Congress seems ready to act on new challenges posed by artificial intelligence platforms such as OpenAI’s ChatGPT, with some suggesting creation of a new, AI-specific federal agency.
Three congressional committees held hearings last week on “generative” AI, which spawns responses to prompts in the form of text, visual images, and audio, or combinations thereof.
But it’s not as if the federal government is currently doing nothing. Agencies across the government already interact with AI, and the Biden administration is laying the groundwork for future action.
How is the federal government regulating AI now?
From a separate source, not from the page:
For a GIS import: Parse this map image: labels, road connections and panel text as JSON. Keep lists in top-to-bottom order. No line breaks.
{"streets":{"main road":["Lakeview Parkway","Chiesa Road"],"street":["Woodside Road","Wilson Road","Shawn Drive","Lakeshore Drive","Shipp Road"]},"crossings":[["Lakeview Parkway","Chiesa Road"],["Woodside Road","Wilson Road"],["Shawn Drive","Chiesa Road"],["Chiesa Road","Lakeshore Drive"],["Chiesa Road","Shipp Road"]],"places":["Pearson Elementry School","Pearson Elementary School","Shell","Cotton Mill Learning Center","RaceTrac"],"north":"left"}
For narrow uses of artificial intelligence, the agencies’ approach is fairly straightforward: The Food and Drug Administration, for example, regulates algorithmic medical devices (such as diagnostic tools), the Department of Transportation regulates self-driving car technology, and the Department of Defense regulates lethal autonomous weapons (drones).
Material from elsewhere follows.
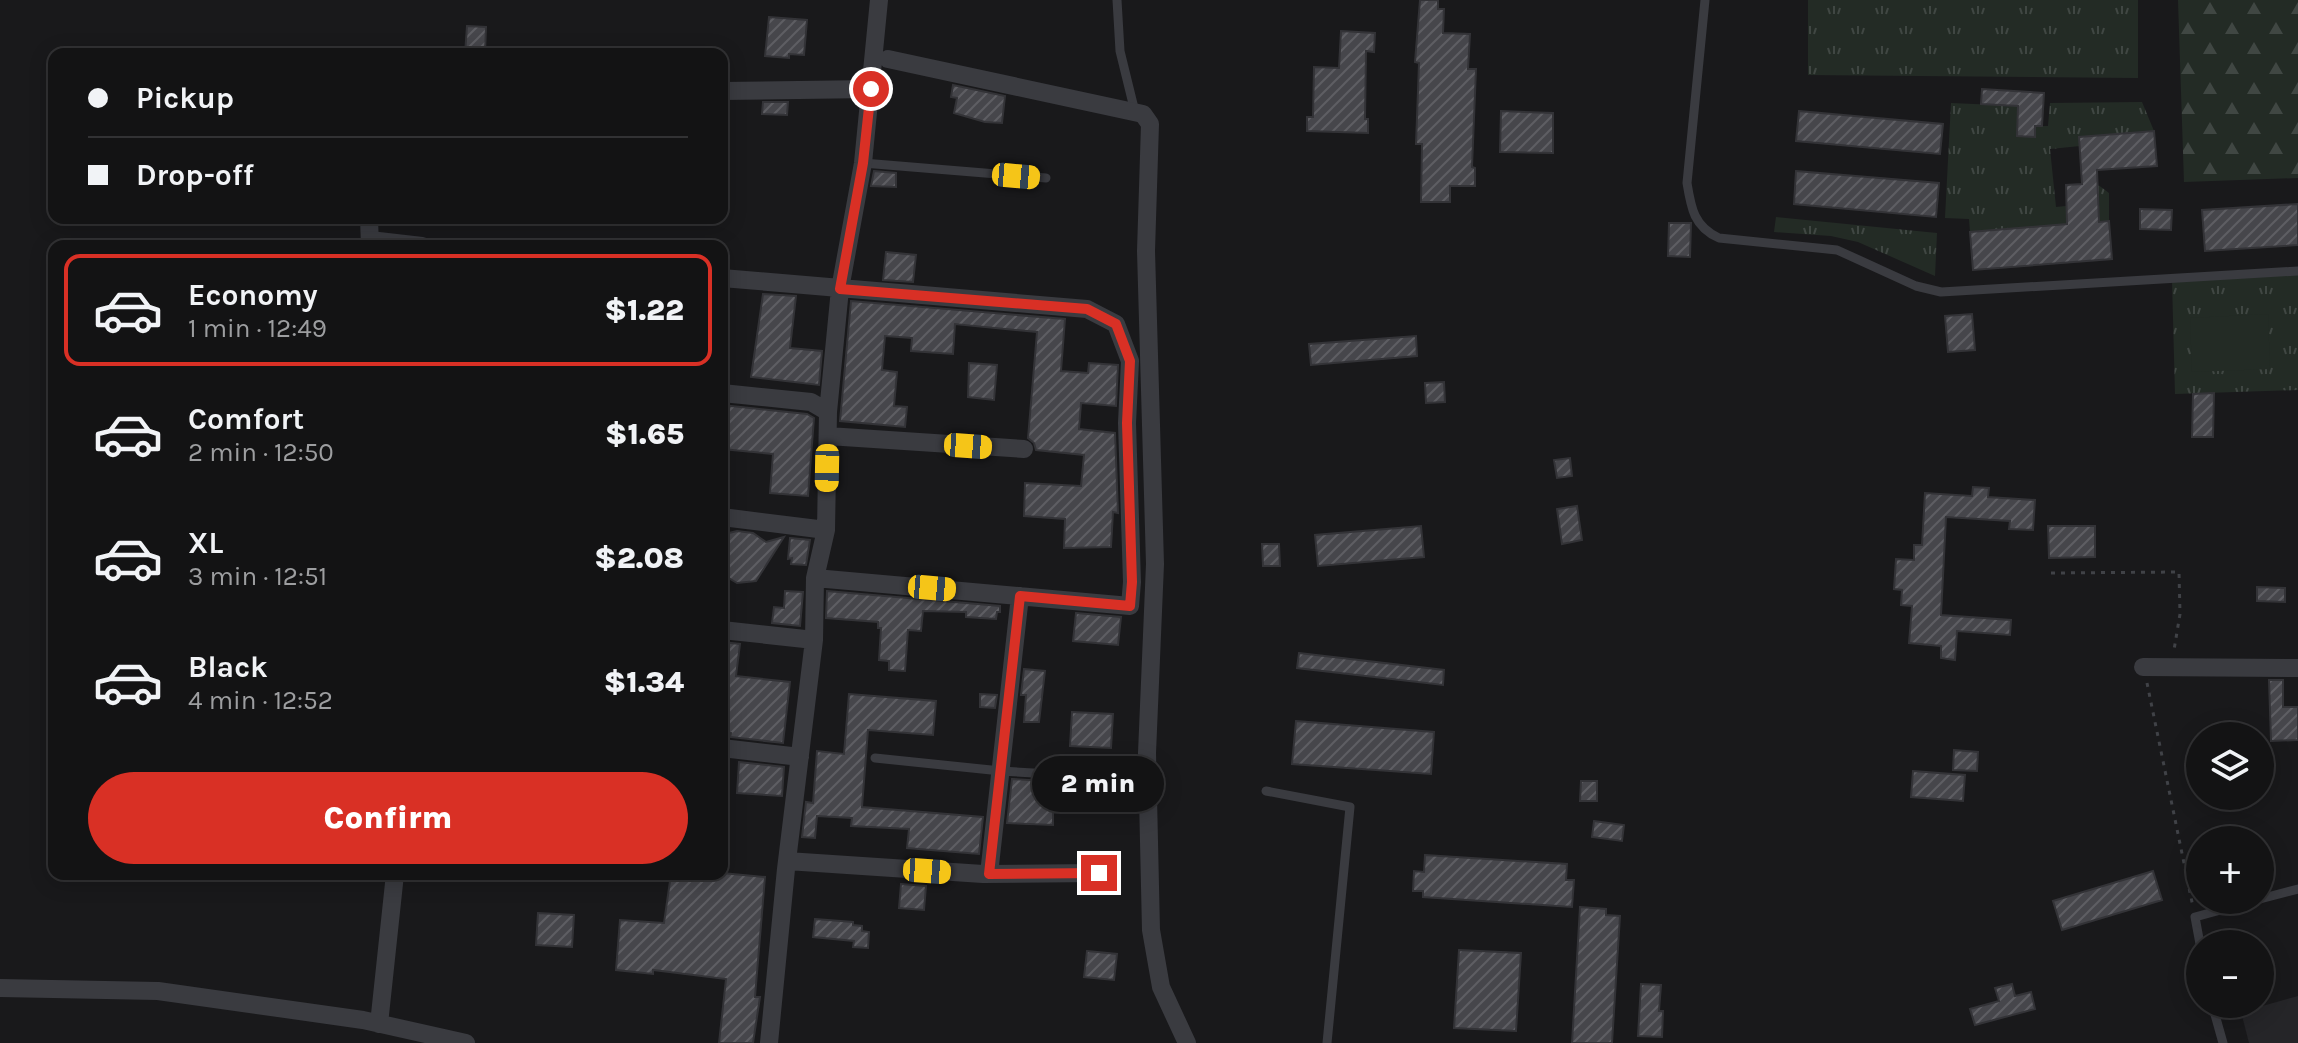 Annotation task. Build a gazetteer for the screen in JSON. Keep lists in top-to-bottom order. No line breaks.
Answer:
{"page":{"banner":["Pickup","Drop-off"],"list":[{"name":"Economy","note":"1 min · 12:49","value":"$1.22"},{"name":"Comfort","note":"2 min · 12:50","value":"$1.65"},{"name":"XL","note":"3 min · 12:51","value":"$2.08"},{"name":"Black","note":"4 min · 12:52","value":"$1.34"}],"map_buttons":["+","−"],"bubble":"2 min","buttons":"Confirm"}}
Recent Biden administration decisions suggest more of the same. On April 25, for instance, the leaders of four government agencies—the Federal Trade Commission (FTC), the Civil Rights Division of the Department of Justice (DOJ), the Consumer Financial Protection Bureau (CFPB), and the Equal Employment Opportunity Commission (EEOC)—issued a joint statement emphasizing that their “existing legal authorities apply to the use of automated systems and innovative new technologies just as they apply to other practices.” In the case of the FTC and the CFPB, that authority means going after unfair and deceptive business practices and products; and for the DOJ and the EEOC, it means protecting people from discrimination.
What is the federal government considering for the future?
With all of this alphabet soup activity, a new agency dedicated to AI regulation could be redundant. In a federal government with over 2 million employees, “somebody’s got some authority to do something on AI,” said Adam Thierer, a senior fellow at the R Street Institute. “It’s not like we’re dealing with a complete policy vacuum.”
But the “foundation models” that power generative AI tools pose a different set of potential risks. Trained on unprecedented amounts of data, they “can be easily adapted to perform a wide range of downstream tasks,” according to Stanford University Human-Centered Artificial Intelligence.
That adaptability and range could contribute to a variety of policy problems. At last Tuesday’s hearing, Sen. Richard Blumenthal listed “weaponized disinformation, housing discrimination, harassment of women, and impersonation, fraud, voice cloning, deep fakes … the displacement of millions of workers, the loss of huge numbers of jobs.”
With problems like these in mind, Congress and the White House want to do more—and the administration has indicated it might push the bounds of its already broad statutory authority if Congress doesn’t act. Last month, the National Telecommunications and Information Administration (NTIA), a division of the Department of Commerce, opened itself up for public comment on AI accountability policy, including the possibility of audits and assessments of AI systems.
These impact assessments (undertaken on the front end of AI development) or audits (on the back end) would be meant to “help provide assurance that an AI system is trustworthy,” according to NTIA’s website, which also favorably compares the proposed processes to financial audits. But Thierer is worried that the National Environmental Protection Act (NEPA)—a 1970 law that has ironically hampered the transition to cleaner energy infrastructure—is a better analog.
“In the world of finance, if you’re auditing the books, then the numbers either add up or they don’t,” he noted. In contrast, deciding whether an algorithm is unfairly biased is more subjective. Whether the government has the resources and personnel to competently implement and enforce AI audits or assessments is also an open question, given that about half of federal agencies failed to submit inventories of their own AI use cases even when a 2020 executive order required them to do so.
But beyond deepfakes, foundation models present more existential risks as well. Instead of narrow algorithms prescribing the wrong dose of a drug, bombing the wrong house, or crashing a Tesla, a single foundation model with enough computing power could come up with new cancer treatments or write a TV show—or synthesize a biological weapon and trick human agents into releasing it.
What about accounting for future AI development?
OpenAI CEO Sam Altman, a witness at a Senate Judiciary Committee hearing last week, is especially concerned about the implications of “frontier models” approaching artificial general intelligence (AGI)—hypothetical future AI systems that could think or reason in a way that matches or exceeds human capacity. Last week, he took to Twitter to reiterate that he thinks only models with certain capabilities should be regulated, heading off critics who say he wants industry regulation in order to keep his company on top.
“We need at some point to demarcate, ‘here be dragons,’” said Samuel Hammond, an economist at the Foundation for American Innovation. That wouldn’t mean embracing AI regulation uncritically—an approval process modeled on the FDA, as AI researcher Gary Marcus proposed in Tuesday’s hearing, could “crush the entire ecosystem outside of the biggest players,” Hammond said. But it could mean the government taking a more active role, not only in regulation, but also in research and development. Instead of the FDA, Hammond thinks we should look to early NASA or the Manhattan Project.
“The whole benefit of a new agency would be to have something that’s more nimble and can update more quickly than the U.S. government can, because the changes that are going to happen over the next five to 10 years are going to make it very difficult for the government to respond otherwise,” he said.